1)      S. Arcella, Evola e la cultura napoletana degli Anni Trenta : nuovi documenti inediti, in Studi Evoliani 1999, Fondazione “Julius Evola”, Roma, 2001, pp.197-224.

 

2)      S. Arcella, Evola parla agli “Illusi”, Appendice a Lettere di Julius Evola a Benedetto Croce 1925-1933 (a cura di S. Arcella), Quaderni di testi evoliani n.28, Fondazione “Julius Evola”, Roma, 1995, pp.33-36.

 

3)      ASN, Prefettura di Napoli, fascio 378, IV, 7.32 “Federazione Europea Giovani Teosofi “Gruppo Sirio”.

 

4)      ASN, Prefettura di Napoli, Fascio. 402, IV, 7.6. Per la ricostruzione storica del versamento del fondo di Prefettura all’Archivio di Stato di Napoli, cfr.
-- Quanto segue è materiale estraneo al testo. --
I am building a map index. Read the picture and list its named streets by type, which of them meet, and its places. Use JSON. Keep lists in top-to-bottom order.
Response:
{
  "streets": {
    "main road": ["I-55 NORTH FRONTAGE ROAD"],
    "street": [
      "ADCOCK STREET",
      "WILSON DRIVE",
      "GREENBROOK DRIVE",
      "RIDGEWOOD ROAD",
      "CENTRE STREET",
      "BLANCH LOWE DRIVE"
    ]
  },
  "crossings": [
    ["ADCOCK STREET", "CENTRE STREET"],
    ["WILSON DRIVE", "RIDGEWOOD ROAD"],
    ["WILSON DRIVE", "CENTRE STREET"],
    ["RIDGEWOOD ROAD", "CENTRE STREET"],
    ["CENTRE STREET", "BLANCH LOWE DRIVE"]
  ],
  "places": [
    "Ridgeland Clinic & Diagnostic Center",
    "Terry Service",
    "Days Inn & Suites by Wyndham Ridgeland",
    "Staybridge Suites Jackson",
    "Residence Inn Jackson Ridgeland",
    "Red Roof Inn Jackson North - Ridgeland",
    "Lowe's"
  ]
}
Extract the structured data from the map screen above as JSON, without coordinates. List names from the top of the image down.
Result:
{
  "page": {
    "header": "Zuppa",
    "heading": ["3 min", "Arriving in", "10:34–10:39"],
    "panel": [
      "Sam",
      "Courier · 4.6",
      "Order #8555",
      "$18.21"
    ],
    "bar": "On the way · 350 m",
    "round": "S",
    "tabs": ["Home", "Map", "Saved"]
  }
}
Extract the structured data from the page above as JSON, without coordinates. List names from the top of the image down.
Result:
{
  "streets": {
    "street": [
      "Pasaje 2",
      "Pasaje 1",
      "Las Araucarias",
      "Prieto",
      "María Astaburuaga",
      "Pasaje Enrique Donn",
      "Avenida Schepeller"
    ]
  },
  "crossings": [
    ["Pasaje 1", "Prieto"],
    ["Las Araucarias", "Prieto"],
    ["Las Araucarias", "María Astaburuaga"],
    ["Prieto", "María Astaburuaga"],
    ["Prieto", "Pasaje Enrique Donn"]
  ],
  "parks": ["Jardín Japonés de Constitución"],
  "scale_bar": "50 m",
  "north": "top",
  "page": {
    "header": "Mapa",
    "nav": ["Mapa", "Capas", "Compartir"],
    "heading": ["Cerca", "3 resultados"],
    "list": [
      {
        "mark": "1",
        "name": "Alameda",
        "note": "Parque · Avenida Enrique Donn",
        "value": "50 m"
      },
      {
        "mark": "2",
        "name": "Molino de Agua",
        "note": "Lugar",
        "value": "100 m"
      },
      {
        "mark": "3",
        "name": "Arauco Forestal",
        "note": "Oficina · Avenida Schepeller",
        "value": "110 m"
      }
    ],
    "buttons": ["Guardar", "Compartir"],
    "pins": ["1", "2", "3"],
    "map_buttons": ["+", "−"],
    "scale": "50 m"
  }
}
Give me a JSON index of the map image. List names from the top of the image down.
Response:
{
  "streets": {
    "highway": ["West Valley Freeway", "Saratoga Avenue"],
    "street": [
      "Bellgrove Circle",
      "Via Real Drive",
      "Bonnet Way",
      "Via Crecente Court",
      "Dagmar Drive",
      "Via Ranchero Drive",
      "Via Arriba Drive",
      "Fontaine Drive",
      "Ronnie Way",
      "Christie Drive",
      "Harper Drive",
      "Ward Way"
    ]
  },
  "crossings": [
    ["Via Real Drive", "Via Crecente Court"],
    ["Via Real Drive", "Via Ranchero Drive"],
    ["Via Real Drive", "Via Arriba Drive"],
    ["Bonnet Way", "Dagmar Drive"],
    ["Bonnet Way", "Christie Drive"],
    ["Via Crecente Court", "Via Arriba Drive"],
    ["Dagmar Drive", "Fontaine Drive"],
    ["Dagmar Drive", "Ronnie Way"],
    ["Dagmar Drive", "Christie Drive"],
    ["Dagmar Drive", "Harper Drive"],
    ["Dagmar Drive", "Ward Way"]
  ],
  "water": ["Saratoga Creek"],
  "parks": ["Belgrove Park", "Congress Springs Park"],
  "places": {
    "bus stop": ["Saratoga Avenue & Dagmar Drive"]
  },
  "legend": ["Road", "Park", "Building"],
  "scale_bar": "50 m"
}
A. Portente, Le mostre come spunto per la redazione di nuovi strumenti di ricerca, in !946: la nascita della Repubblica in Campania, Atti del Convegno di Studi presso l’Archivio di Stato di Napoli (11-12 dicembre 1996), Archivio di Stato di Napoli, Napoli, 1997, pp. 277-280. Cfr. anche, ivi, M.Guardascione, F.Scognamiglio, A.Sica, Inventario analitico della IV categoria relativa a partiti e Associazioni dell’Archivio della Prefettura di Napoli serie gabinetto. Il versamento conservato presso l’Archivio di Stato di Napoli, pp. 281-358.

 

5)      ASN, Prefettura di Napoli, Fascio 402, IV, 7.6”Compagnia degli Artisti-Varie-manifestazioni”.

 

6)      Per una valutazione della complessità di questo panorama culturale, cfr. Esoterismo e fascismo (a cura di G. De Turris), Monografia della rivista Hera, Roma, ottobre 2003.Cfr. anche il testo di P.Rasulo - P.Bruni, Primato ovvero la sfida delle idee, Taranto, 2004.

 

7)      ASN, Prefettura di Napoli, Fascio 402, IV, 7.6.

 

8)      Per la strategia mediterranea di Mussolini, i rapporti col Medio Oriente e l’attenzione al mondo arabo, cfr. R. De Felice, La “guerra breve”:1940-41, in Mussolini l’alleato, Einaudi, Torino, 1998, pp. 198-276.                                                                                             

 

 

 

9)      ASN, fascio 350, IV, 6.18 “Gruppo napoletano Partito Nazionale Socialista Germanico”.